Saved data entries:

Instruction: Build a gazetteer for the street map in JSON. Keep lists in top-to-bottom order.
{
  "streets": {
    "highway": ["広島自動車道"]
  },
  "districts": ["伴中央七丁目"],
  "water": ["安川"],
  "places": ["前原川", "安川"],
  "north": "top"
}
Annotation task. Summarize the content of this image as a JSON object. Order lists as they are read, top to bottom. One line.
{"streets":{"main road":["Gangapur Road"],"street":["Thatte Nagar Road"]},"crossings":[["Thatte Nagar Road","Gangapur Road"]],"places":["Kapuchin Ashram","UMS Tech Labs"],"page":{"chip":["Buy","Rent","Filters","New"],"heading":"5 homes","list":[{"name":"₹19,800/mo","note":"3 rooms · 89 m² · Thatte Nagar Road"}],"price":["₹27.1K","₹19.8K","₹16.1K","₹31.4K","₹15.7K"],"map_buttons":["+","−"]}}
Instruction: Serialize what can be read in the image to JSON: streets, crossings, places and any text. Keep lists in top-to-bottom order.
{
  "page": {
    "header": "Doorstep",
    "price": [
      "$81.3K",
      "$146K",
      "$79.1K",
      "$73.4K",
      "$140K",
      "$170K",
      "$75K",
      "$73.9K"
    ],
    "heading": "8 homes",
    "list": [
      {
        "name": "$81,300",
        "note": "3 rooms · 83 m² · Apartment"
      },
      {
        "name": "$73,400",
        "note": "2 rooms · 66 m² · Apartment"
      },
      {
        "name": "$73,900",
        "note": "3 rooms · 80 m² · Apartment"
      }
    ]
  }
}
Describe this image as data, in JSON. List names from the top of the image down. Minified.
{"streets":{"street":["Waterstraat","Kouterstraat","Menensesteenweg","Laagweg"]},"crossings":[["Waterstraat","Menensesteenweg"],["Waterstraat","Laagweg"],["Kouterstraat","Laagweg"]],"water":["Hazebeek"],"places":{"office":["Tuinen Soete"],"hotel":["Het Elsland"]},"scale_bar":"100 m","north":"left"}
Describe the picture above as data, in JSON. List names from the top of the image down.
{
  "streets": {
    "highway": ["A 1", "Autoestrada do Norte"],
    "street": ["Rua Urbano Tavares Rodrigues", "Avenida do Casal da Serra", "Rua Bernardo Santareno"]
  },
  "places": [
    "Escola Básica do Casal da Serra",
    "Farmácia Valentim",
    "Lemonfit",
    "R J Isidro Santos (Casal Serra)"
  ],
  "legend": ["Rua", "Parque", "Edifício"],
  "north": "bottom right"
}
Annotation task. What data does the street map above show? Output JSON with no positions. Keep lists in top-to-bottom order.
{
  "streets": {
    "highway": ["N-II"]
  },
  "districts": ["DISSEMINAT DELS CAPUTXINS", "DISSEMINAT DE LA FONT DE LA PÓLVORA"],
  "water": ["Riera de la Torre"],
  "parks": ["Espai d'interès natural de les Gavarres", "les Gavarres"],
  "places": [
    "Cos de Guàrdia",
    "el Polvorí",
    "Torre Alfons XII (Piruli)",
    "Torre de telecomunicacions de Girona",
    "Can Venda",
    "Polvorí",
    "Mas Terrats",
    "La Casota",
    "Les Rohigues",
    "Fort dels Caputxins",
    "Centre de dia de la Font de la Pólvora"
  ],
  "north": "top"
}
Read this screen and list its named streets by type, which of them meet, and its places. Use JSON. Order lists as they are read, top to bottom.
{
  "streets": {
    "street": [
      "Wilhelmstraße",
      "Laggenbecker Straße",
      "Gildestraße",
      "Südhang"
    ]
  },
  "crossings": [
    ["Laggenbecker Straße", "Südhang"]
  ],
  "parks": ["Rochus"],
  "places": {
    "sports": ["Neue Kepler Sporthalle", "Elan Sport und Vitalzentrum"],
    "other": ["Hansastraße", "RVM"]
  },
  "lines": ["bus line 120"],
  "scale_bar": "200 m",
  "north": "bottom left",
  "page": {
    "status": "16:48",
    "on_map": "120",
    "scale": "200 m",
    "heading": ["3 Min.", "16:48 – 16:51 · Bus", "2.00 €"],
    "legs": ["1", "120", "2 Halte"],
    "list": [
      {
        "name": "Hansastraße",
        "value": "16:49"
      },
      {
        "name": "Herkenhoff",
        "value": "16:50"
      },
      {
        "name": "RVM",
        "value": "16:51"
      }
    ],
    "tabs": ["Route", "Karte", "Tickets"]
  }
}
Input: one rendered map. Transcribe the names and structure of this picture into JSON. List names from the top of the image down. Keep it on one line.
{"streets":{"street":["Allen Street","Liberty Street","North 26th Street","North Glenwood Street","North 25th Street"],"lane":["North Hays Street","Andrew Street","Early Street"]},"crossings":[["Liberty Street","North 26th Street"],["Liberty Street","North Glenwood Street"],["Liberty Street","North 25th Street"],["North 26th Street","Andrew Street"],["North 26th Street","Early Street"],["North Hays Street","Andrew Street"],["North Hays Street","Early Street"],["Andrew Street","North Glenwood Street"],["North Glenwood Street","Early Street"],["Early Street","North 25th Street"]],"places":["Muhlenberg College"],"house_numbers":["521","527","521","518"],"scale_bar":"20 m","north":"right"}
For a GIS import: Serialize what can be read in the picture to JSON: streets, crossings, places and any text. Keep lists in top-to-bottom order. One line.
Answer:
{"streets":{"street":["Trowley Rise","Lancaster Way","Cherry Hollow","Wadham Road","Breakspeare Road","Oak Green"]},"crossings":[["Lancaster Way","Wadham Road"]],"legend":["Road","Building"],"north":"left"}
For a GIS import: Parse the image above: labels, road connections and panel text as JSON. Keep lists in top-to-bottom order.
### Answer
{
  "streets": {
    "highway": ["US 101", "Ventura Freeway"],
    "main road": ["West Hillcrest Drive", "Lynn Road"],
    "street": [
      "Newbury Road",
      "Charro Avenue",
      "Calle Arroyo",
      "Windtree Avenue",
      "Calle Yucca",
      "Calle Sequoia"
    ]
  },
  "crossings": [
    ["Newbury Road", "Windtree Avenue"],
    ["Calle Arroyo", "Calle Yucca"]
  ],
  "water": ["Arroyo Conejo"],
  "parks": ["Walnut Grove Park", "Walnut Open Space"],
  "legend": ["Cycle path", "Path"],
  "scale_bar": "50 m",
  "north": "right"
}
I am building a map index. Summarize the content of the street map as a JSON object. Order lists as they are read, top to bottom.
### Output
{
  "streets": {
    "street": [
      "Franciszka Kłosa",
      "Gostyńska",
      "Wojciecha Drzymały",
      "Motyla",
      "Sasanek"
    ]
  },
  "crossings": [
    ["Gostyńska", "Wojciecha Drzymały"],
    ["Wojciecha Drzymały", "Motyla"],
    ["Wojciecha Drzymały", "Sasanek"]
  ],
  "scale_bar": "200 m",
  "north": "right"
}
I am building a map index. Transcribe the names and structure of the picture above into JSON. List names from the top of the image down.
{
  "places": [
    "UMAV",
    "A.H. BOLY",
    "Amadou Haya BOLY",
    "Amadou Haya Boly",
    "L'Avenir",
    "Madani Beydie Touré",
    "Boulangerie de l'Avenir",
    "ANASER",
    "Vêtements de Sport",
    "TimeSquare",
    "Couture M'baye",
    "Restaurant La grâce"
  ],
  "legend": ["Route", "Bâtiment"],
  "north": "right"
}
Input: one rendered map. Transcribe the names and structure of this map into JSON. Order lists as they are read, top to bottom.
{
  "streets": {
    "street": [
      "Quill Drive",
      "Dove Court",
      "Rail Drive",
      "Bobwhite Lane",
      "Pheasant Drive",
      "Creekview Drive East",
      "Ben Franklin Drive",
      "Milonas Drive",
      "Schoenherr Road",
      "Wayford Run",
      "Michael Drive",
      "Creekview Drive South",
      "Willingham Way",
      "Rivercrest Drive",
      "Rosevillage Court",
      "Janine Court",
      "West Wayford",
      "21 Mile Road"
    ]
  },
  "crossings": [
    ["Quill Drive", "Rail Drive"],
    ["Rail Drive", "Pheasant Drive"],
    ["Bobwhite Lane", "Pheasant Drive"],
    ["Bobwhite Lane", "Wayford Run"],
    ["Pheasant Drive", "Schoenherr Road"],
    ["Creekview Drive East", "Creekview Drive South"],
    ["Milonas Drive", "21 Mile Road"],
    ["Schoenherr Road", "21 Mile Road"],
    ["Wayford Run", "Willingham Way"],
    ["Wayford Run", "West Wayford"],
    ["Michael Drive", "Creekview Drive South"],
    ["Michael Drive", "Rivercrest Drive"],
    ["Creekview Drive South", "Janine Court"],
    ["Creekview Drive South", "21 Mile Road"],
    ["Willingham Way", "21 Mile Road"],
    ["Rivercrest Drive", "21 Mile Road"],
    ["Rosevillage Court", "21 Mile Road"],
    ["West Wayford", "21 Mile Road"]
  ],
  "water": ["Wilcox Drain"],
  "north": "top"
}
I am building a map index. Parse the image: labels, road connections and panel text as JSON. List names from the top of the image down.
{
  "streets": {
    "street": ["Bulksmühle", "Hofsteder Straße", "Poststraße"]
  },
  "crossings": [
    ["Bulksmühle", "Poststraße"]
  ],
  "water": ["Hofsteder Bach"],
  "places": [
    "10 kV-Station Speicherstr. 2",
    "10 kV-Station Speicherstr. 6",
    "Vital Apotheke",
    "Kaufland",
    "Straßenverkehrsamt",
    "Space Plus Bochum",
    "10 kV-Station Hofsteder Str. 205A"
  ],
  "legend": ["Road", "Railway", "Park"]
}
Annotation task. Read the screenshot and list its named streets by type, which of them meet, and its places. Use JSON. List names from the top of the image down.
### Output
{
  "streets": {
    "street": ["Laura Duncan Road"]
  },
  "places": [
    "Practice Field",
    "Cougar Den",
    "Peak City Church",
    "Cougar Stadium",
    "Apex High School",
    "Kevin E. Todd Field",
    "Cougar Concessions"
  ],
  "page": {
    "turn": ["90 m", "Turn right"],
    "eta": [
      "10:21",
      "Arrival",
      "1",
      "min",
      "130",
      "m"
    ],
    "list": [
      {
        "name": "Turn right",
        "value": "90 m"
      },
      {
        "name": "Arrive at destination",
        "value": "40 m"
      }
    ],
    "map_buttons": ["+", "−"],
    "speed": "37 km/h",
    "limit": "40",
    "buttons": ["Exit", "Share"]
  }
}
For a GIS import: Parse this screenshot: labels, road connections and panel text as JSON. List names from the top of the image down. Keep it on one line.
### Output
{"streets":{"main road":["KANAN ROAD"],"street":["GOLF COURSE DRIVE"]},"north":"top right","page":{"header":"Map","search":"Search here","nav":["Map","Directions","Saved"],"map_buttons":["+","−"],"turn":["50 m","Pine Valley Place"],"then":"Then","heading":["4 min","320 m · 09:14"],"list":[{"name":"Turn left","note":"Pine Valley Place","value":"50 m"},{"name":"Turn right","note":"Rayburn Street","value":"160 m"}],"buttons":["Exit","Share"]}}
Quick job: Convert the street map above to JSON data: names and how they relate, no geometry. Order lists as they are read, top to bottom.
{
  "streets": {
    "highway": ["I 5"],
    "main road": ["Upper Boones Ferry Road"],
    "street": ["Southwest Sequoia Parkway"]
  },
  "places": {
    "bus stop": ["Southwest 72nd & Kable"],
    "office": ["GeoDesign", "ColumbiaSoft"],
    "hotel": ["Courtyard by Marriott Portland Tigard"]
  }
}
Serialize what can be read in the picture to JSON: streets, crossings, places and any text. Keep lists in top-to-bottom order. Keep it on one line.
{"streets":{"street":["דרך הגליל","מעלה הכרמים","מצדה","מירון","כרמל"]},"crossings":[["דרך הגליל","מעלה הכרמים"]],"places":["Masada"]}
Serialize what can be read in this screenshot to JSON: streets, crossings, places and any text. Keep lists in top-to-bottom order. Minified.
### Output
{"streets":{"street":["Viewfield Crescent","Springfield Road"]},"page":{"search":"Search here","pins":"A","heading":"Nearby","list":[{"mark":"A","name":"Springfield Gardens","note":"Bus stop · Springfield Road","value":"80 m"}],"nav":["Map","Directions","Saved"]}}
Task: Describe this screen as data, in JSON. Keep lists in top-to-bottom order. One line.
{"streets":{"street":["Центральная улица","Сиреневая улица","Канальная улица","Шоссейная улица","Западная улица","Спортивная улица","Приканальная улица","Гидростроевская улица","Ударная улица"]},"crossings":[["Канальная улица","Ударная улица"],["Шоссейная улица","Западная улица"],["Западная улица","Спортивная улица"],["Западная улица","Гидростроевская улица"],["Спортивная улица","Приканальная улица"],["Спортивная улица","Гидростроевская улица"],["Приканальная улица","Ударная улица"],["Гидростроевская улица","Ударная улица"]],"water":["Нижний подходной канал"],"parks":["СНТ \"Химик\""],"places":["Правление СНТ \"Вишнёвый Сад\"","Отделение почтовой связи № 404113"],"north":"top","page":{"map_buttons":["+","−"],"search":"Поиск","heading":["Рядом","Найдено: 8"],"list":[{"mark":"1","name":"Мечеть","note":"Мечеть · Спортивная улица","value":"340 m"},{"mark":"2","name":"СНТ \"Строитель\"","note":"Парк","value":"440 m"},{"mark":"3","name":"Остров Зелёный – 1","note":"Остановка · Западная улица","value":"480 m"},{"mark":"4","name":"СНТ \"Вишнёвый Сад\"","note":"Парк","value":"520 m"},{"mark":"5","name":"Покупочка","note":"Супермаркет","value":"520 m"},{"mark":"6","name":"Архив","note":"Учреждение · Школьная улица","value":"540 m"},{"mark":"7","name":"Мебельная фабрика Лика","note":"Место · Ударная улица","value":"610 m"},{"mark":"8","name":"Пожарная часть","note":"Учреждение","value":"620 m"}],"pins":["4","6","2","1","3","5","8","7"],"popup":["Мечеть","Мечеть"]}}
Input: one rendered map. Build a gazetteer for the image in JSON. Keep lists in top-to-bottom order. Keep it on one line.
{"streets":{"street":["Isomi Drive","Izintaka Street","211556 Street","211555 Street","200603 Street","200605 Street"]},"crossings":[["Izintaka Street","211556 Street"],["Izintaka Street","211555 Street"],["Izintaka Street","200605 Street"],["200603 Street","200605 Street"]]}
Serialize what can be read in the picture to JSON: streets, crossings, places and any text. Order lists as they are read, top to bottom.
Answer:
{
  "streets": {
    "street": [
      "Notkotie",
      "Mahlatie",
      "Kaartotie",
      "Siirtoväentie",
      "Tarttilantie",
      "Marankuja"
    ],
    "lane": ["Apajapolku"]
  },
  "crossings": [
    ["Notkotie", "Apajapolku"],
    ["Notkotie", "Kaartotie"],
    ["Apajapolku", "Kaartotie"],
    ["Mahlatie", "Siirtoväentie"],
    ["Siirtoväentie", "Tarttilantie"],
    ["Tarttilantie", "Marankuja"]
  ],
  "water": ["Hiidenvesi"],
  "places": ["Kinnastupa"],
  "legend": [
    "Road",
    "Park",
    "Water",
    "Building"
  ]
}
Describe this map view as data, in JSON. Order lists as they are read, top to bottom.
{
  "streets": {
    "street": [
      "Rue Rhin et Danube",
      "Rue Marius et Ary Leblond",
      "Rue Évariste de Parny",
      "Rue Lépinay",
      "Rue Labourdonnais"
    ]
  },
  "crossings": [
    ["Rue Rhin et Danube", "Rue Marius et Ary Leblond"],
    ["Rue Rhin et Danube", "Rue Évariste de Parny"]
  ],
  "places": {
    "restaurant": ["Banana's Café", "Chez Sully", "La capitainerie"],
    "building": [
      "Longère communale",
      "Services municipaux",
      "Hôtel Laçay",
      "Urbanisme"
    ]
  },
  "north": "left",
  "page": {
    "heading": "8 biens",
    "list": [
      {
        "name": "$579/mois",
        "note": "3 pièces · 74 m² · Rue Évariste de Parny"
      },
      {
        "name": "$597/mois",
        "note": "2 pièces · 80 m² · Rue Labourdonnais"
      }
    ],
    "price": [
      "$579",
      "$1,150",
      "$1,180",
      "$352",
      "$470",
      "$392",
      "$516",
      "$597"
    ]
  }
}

Problem to solve:
What lines above contain the word "import"? Please copy each one.

Result:
For a GIS import: Serialize what can be read in the picture to JSON: streets, crossings, places and any text. Keep lists in top-to-bottom order. One line.
For a GIS import: Parse the image above: labels, road connections and panel text as JSON. Keep lists in top-to-bottom order.
For a GIS import: Parse this screenshot: labels, road connections and panel text as JSON. List names from the top of the image down. Keep it on one line.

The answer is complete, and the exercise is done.